■ Work instructions ■
Among the entries below, extract exactly the lines that run from the one with "M2076 0H2130L2121 14" through the one with "M1883 12 1914", both ends included.

■ Excerpted records ■
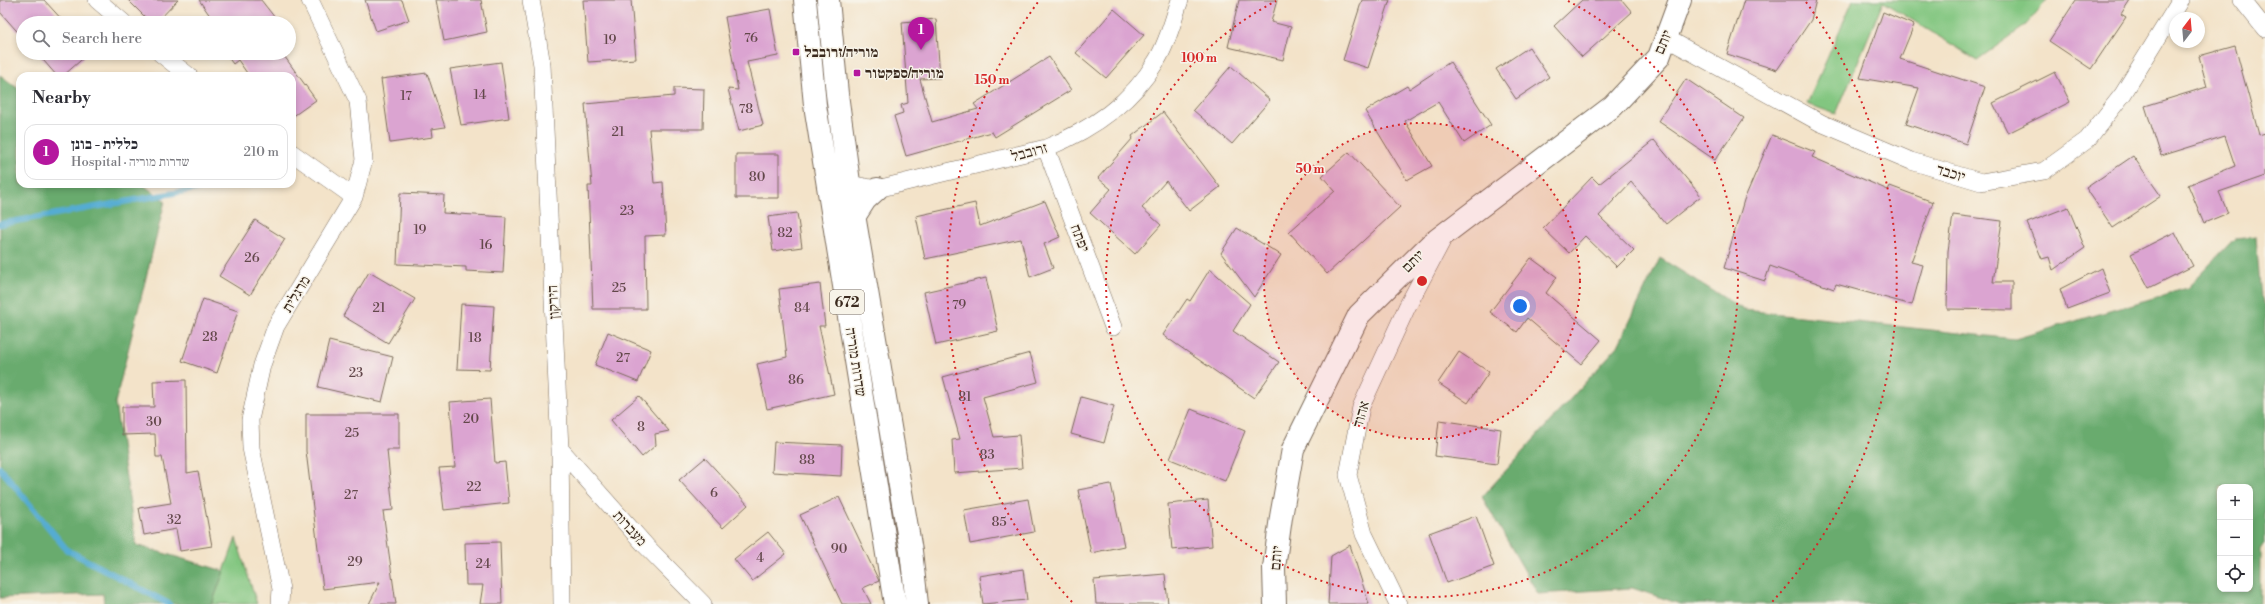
<!DOCTYPE html>
<html lang="en">
<head>
<meta charset="utf-8">
<style>
	:root { --surface:#fff; --page:#f7f7f7; --text:#2b2b33; --muted:#7c7c81; --line:#e1e1e2; --accent:#b5179e }
	body { margin:0; font-family:"Libre Bodoni","Frank Ruhl Libre",serif; background:var(--page); color:var(--text) }
	.controls { position:absolute; right:12px; bottom:12px; display:grid; overflow:hidden; border-radius:8px; box-shadow:0 2px 6px #0003 }
	.controls button { width:36px; height:36px; display:grid; place-items:center; padding:0; border:0; border-bottom:1px solid var(--line); background:var(--surface); color:var(--text); font:20px sans-serif }
	.compass { position:absolute; left:2169px; top:12px; width:36px; height:36px; border-radius:50%; background:var(--surface); box-shadow:0 2px 6px #0003; rotate:16deg }
	.you { position:absolute; left:1520px; top:306px; width:14px; height:14px; margin:-10px; border:3px solid #fff; border-radius:50%; background:#1a73e8; box-shadow:0 0 0 6px #1a73e833 }
	.badge { display:grid; place-items:center; width:26px; height:26px; border-radius:50%; background:var(--accent); color:#fff; font-size:13px; font-weight:700 }
	.pin { position:absolute; translate:-50% -33px; filter:drop-shadow(0 1px 2px #0008) }
	.pin::after { content:''; position:absolute; top:21px; width:14px; height:12px; background:inherit; clip-path:polygon(0 0,100% 0,50% 100%) }
	.list { margin:0; padding:0; list-style:none }
	h2 { display:flex; justify-content:space-between; align-items:center; height:52px; margin:0; padding:0 16px; font-size:17px }
	h2 small { font-size:13px; font-weight:400; color:var(--muted) }
	.list li { display:grid; grid-template-columns:26px 1fr auto; gap:12px; align-items:center; box-sizing:border-box; height:56px; margin:0 8px 8px; padding:0 8px; border:1px solid var(--line); border-radius:12px }
	.list b { display:block; font-size:15px; white-space:nowrap }
	.list p { margin:0; font-size:13px; white-space:nowrap; color:var(--muted) }
	.list em { font-size:13px; font-style:normal; color:var(--muted) }
	.icon { flex:none; width:22px; height:22px; fill:none; stroke:currentColor; stroke-width:2; stroke-linecap:round; stroke-linejoin:round }
	.map { position:relative; flex:none; width:2265px; height:604px; overflow:hidden }
	.search { position:absolute; background:var(--surface); box-shadow:0 2px 6px #0003; left:16px; top:16px; width:280px; height:44px; display:flex; align-items:center; gap:10px; box-sizing:border-box; padding:0 14px; border-radius:22px; color:var(--muted); font-size:15px }
	.panel { position:absolute; background:var(--surface); box-shadow:0 2px 6px #0003; left:16px; top:72px; width:280px; height:116px; border-radius:12px }
	.map>svg:first-child { display:block }
	.green { fill:#82c680; stroke:#5e784f }
	.forest { fill:#69ab6e; stroke:#526a46; fill-rule:evenodd }
	.lines { fill:none; stroke-linecap:round; stroke-linejoin:round }
	.stream { stroke:#55acd2; stroke-width:6 }
	.building { fill:#dba4d1 }
	.minor-casing { stroke:#7b6b5a; stroke-width:18 }
	.tertiary-casing { stroke:#7b6b5a; stroke-width:24 }
	.primary-casing { stroke:#7b6b5a; stroke-width:24 }
	.minor { stroke:#fff; stroke-width:17 }
	.tertiary { stroke:#fff; stroke-width:22 }
	.primary { stroke:#fff; stroke-width:22 }
	.ring { fill:none; stroke:#d62828; stroke-width:2; stroke-dasharray:2 4 }
	.poi-dot { fill:#b5179e; stroke:#f7f3e8; stroke-width:1.5 }
	.labels { text-anchor:middle; stroke-width:3; stroke-linejoin:round; paint-order:stroke }
	.number-label { font-size:13px; fill:#63484b }
	.shield { fill:#f7f3e8; stroke:#73665b; stroke-width:1 }
	.shield-label { font-size:14px; font-weight:bold; fill:#3b2a1e }
	.street-label { font-size:15px; fill:#3b2a1e; stroke:#f7f3e8 }
	.poi-label { font-size:15px; font-weight:bold; fill:#3b2a1e; stroke:#f7f3e8; text-anchor:start }
	.centre { fill:#d62828; stroke:#f7f3e8; stroke-width:2 }
	.ring-label { font-size:12px; text-anchor:middle; font-weight:bold; fill:#d62828; stroke:#f7f3e8; stroke-width:3; stroke-linejoin:round; paint-order:stroke }
</style>
</head>
<body>
<div class="map">
<svg width="2265" height="604" viewBox="0 0 2265 604">
	<rect width="100%" height="100%" fill="#f7f3e8"/>
	<filter id="ink" filterUnits="userSpaceOnUse"><feTurbulence type="fractalNoise" baseFrequency=".025" numOctaves="2"/><feDisplacementMap in="SourceGraphic" scale="8" xChannelSelector="R" yChannelSelector="G"/><feConvolveMatrix kernelMatrix="1 2 1 2 8 2 1 2 1" color-interpolation-filters="sRGB"/></filter>
	<filter id="wash" filterUnits="userSpaceOnUse"><feTurbulence type="fractalNoise" baseFrequency=".012" numOctaves="4" result="noise"/><feDisplacementMap in="SourceGraphic" scale="16" xChannelSelector="R" yChannelSelector="G"/><feGaussianBlur stdDeviation="0.9" result="paint"/><feColorMatrix in="noise" values="0 0 0 0 0 0 0 0 0 0 0 0 0 0 0 0 0 1.4 0 .05"/><feComposite in="paint" operator="in"/></filter>
	<g filter="url(#wash)">
		<rect width="100%" height="100%" fill="#f3e3c9"/>
		<path class="green" d="M1853 0H2047L2025 26 1977 60 1883 2 1836 114 1807 104Z
			M236 538 257 604H212Z"/>
		<path class="forest" d="M0 75 20 90V184H142L165 201 115 403 136 545 224 571 212 604H104L103 594 0 598Z
			M2256 237 2261 298 2265 306V545L2260 549V604H1680L1632 588 1538 594 1482 497 1618 346 1660 258 1744 310 2015 339 2187 288 2234 239ZM2220 487H2250V589H2220Z"/>
		<g class="lines">
			<path class="stream" d="M0 224 202 188
				M0 468 67 550 169 604"/>
		</g>
		<g id="blocks">
			<path class="building" d="M0 0H44L65 23H23V38L0 12Z
				M128 0H178L156 23H151Z
				M199 0H261L279 23H215Z
				M365 0H402L409 20 376 31Z
				M436 0H481L487 32 444 41Z
				M583 0H631L636 59 588 62Z
				M1239 0H1277L1271 22 1291 27 1283 60 1228 47Z
				M1362 0H1390L1368 68 1343 60Z
				M1582 0H1622L1632 12 1582 57 1554 26Z
				M1744 0H1816L1811 20 1777 70 1727 54Z
				M2076 0H2130L2121 14 2126 17 2091 69 2049 41Z
				M770 9 778 56 747 62 763 125 739 131 728 89 738 90 725 17Z
				M1114 9 1144 35 1106 78 1076 53Z
				M1883 12 1914 25 1900 59 1985 87 1966 144 1906 124 1919 88 1860 78Z
				M936 19 940 78 920 79 932 122 978 109 974 104 1049 57 1071 90 995 137 992 132 906 156 894 116 903 113 901 105 908 103 902 22Z
				M2235 46 2259 135 2265 133V176L2219 192 2228 213 2204 223 2188 185 2235 166 2225 136 2161 156 2145 106 2207 87 2199 56Z
				M1529 47 1549 77 1516 99 1496 69Z
				M37 53H89L63 76H57Z
				M225 53H282L316 100 292 117V76H249L238 60 233 64Z
				M501 62 509 118 461 125 450 69Z
				M1450 62 1491 125 1464 143 1438 102 1405 121 1432 166 1407 180 1365 111 1407 86 1409 89Z
				M1231 66 1270 100 1232 144 1193 110Z
				M2055 72 2070 102 2008 133 1993 103Z
				M427 73 445 127 432 129 433 137 390 143 381 79Z
				M1686 79 1744 118 1715 160 1658 121Z
				M674 88 704 89 703 129H649L654 183 663 182 666 235 645 236 646 309H593L588 186H592L585 104 674 96Z
				M1163 112 1220 187 1189 211 1166 181 1142 208 1161 225 1135 254 1090 213 1111 189 1098 178 1133 138 1132 136Z
				M1772 135 1815 152 1812 157 1888 190 1890 186 1933 202 1911 262 1923 265 1912 305 1836 284 1834 289 1770 266 1765 281 1724 268 1744 200Z
				M1654 140 1701 196 1666 224 1631 182 1599 216 1634 250 1617 267 1585 236 1569 253 1543 228 1592 177 1599 184Z
				M1349 152 1400 207 1327 274 1289 232 1335 191 1322 176Z
				M736 154H779V198H736Z
				M2133 156 2161 196 2113 228 2086 188Z
				M400 193 444 195 443 213 506 217 503 273 466 271V267L397 264Z
				M1045 201 1060 237 1044 244 1053 268 1030 277 1021 239 925 259 916 216 975 203 980 226Z
				M2068 207 2085 248 2053 270 2049 257 2042 259 2027 223Z
				M797 213 802 247 773 251 768 217Z
				M1953 215 2002 221 1993 282H2012V310L1947 309 1948 251Z
				M255 220 285 239 250 295 219 276Z
				M1237 228 1281 255 1254 297 1221 253Z
				M2175 232 2193 266 2149 288 2131 254Z
				M1531 258 1557 277 1546 293 1601 340 1581 364 1527 318 1517 332 1490 312Z
				M2101 268 2110 293 2067 309 2060 289Z
				M1210 269 1250 304 1233 331 1279 362 1254 398 1163 335 1187 299 1190 301Z
				M369 272 415 299 388 343 343 316Z
				M986 278 998 331 936 345 924 292Z
				M820 284 825 326H819L834 394 767 409 757 364 787 357 779 289Z
				M203 299 238 311 217 373 182 361Z
				M461 304 494 306 490 370 457 369Z
				M608 332 651 350 638 382 595 365Z
				M329 341 393 357 382 402 318 387Z
				M1459 352 1489 372 1468 403 1438 383Z
				M1030 353 1038 382 983 397 994 437 1019 435 1022 468 954 473 952 440 960 439 943 377Z
				M186 380 187 473 198 471 212 546 180 551 176 529 144 535 139 508 171 503 162 457H156L155 434 122 435V407H154L153 381Z
				M639 396 669 431 655 434 656 445 642 457 611 420Z
				M1081 397 1114 406 1104 443 1071 434Z
				M490 399 495 463 505 462 509 503 444 510 439 468 455 467 450 402Z
				M1191 409 1245 431 1225 481 1170 459Z
				M306 414H399V450H387L393 510 383 511 396 604H369L380 582 323 589 306 451Z
				M1439 420 1501 429 1497 464 1435 456Z
				M774 442 842 445 841 476 772 472Z
				M705 458 748 505 723 528 679 480Z
				M1111 484 1124 546 1091 553 1078 490Z
				M839 497 879 581 863 588 871 604H842L800 515Z
				M1028 499 1034 532 970 544 964 510Z
				M1208 500 1212 546 1172 550 1168 504Z
				M1476 516 1494 566 1447 583 1429 533Z
				M768 532 786 554 752 581 734 559Z
				M500 542 502 604H480L483 585H466L465 543Z
				M1350 545 1369 604H1328L1331 556Z
				M1023 569 1027 600 983 604 979 576Z
				M1165 574 1168 604H1096L1094 580Z"/>
		</g>
	</g>
	<g filter="url(#ink)">
		<use href="#blocks" fill-opacity="0" stroke="#7b6b5a" stroke-width="1"/>
		<g class="lines">
			<defs>
				<path id="minor" d="M97 0 124 23
					M531 0 542 65 560 449 562 604
					M2242 0 2265 29
					M1666 38 1821 123 1911 161 1981 182 2044 171 2087 140 2123 94 2181 0
					M160 53 189 76
					M1046 148 1113 327
					M292 153 354 197
					M840 179 849 184 877 189 1046 148C1091 130 1131 104 1157 60 1168 42 1173 20 1180 0
					M560 449 646 546 703 604
					M280 604 281 589 251 448 250 420 262 365 276 326 354 197 364 160 358 101 310 0
					M1398 604 1364 534 1348 475 1361 407 1407 307 1444 237"/>
				<path id="tertiary" d="M1275 604 1274 568 1281 517 1293 449 1359 315 1430 245 1613 106 1659 57 1680 0"/>
				<path id="primary" d="M805 0 815 105 895 604
					M828 0 837 94 851 197 911 551 917 604
					M854 217 865 200 877 189"/>
			</defs>
			<use href="#minor" class="minor-casing"/>
			<use href="#tertiary" class="tertiary-casing"/>
			<use href="#primary" class="primary-casing"/>
			<use href="#minor" class="minor"/>
			<use href="#tertiary" class="tertiary"/>
			<use href="#primary" class="primary"/>
		</g>
	</g>
	<circle cx="1422" cy="281" r="158" fill="#d62828" fill-opacity=".12"/>
	<g class="ring">
		<circle cx="1422" cy="281" r="158"/>
		<path d="M1568 1A316 316 0 1 1 1276 1"/>
		<path d="M1072 602A475 475 0 0 1 1038 2M1806 2A475 475 0 0 1 1772 602"/>
	</g>
	<g class="poi-dot">
		<rect x="792" y="48" width="8" height="8" rx="2"/>
		<rect x="853" y="69" width="8" height="8" rx="2"/>
	</g>
	<g class="labels">
		<g class="number-label">
			<text x="751" y="42">76</text>
			<text x="610" y="44">19</text>
			<text x="480" y="99">14</text>
			<text x="406" y="100">17</text>
			<text x="746" y="113">78</text>
			<text x="618" y="136">21</text>
			<text x="757" y="181">80</text>
			<text x="627" y="215">23</text>
			<text x="420" y="234">19</text>
			<text x="785" y="237">82</text>
			<text x="486" y="249">16</text>
			<text x="252" y="262">26</text>
			<text x="619" y="292">25</text>
			<text x="959" y="309">79</text>
			<text x="379" y="312">21</text>
			<text x="802" y="312">84</text>
			<text x="210" y="341">28</text>
			<text x="475" y="342">18</text>
			<text x="623" y="362">27</text>
			<text x="356" y="377">23</text>
			<text x="796" y="384">86</text>
			<text x="965" y="401">81</text>
			<text x="471" y="423">20</text>
			<text x="154" y="426">30</text>
			<text x="641" y="431">8</text>
			<text x="352" y="437">25</text>
			<text x="987" y="459">83</text>
			<text x="807" y="464">88</text>
			<text x="474" y="491">22</text>
			<text x="714" y="497">6</text>
			<text x="351" y="499">27</text>
			<text x="174" y="524">32</text>
			<text x="999" y="526">85</text>
			<text x="839" y="553">90</text>
			<text x="760" y="562">4</text>
			<text x="355" y="566">29</text>
			<text x="483" y="568">24</text>
		</g>
		<rect class="shield" x="830" y="290" width="34" height="24" rx="3"/>
		<g class="shield-label">
			<text x="847" y="307">672</text>
		</g>
		<g class="street-label">
			<text transform="translate(1663 42) rotate(-67)" y="5">יותם</text>
			<text transform="translate(1029 152) rotate(-15)" y="5">זרובבל</text>
			<text transform="translate(1951 173) rotate(17)" y="5">יוכבד</text>
			<text transform="translate(1080 238) rotate(69)" y="5">יפתח</text>
			<text transform="translate(1413 261) rotate(-45)" y="5">יותם</text>
			<text transform="translate(296 294) rotate(-59)" y="5">מרגלית</text>
			<text transform="translate(553 302) rotate(-93)" y="5">הירקון</text>
			<text transform="translate(856 362) rotate(81)" y="5">שדרות מוריה</text>
			<text transform="translate(1361 414) rotate(-74)" y="5">אהוד</text>
			<text transform="translate(630 528) rotate(48)" y="5">מעברות</text>
			<text transform="translate(1276 558) rotate(-85)" y="5">יותם</text>
		</g>
		<g class="poi-label">
			<text x="804" y="57">מוריה/זרובבל</text>
			<text x="865" y="78">מוריה/ספקטור</text>
		</g>
	</g>
	<circle cx="1422" cy="281" r="6" class="centre"/>
	<g class="ring-label">
		<text x="1199" y="62">100 m</text>
		<text x="992" y="84">150 m</text>
		<text x="1310" y="173">50 m</text>
	</g>
</svg>
<div class="controls">
<button>+</button>
<button>−</button>
<button><svg class="icon" aria-label="locate" viewBox="0 0 24 24"><circle cx="12" cy="12" r="6"/><path d="M12 2v4M12 18v4M2 12h4M18 12h4"/></svg></button>
</div>
<svg class="compass" viewBox="-18 -18 36 36"><path d="M0-13l5 13h-10z" fill="#e53935"/><path d="M0 13l5-13h-10z" fill="#7c7c81"/></svg>
<div class="you"></div>
<div class="pin badge" style="left:921px;top:50px">1</div>
<div class="search"><svg class="icon" aria-label="search" viewBox="0 0 24 24"><circle cx="10" cy="10" r="6"/><path d="M15 15l6 6"/></svg>Search here</div>
<section class="panel">
<h2>Nearby<small></small></h2>
<ul class="list">
<li><span class="badge">1</span><div><b>כללית - בונן</b><p>Hospital · שדרות מוריה</p></div><em>210 m</em></li>
</ul>
</section>
</div>
</body>
</html>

■ Written answer ■
				M2076 0H2130L2121 14 2126 17 2091 69 2049 41Z
				M770 9 778 56 747 62 763 125 739 131 728 89 738 90 725 17Z
				M1114 9 1144 35 1106 78 1076 53Z
				M1883 12 1914 25 1900 59 1985 87 1966 144 1906 124 1919 88 1860 78Z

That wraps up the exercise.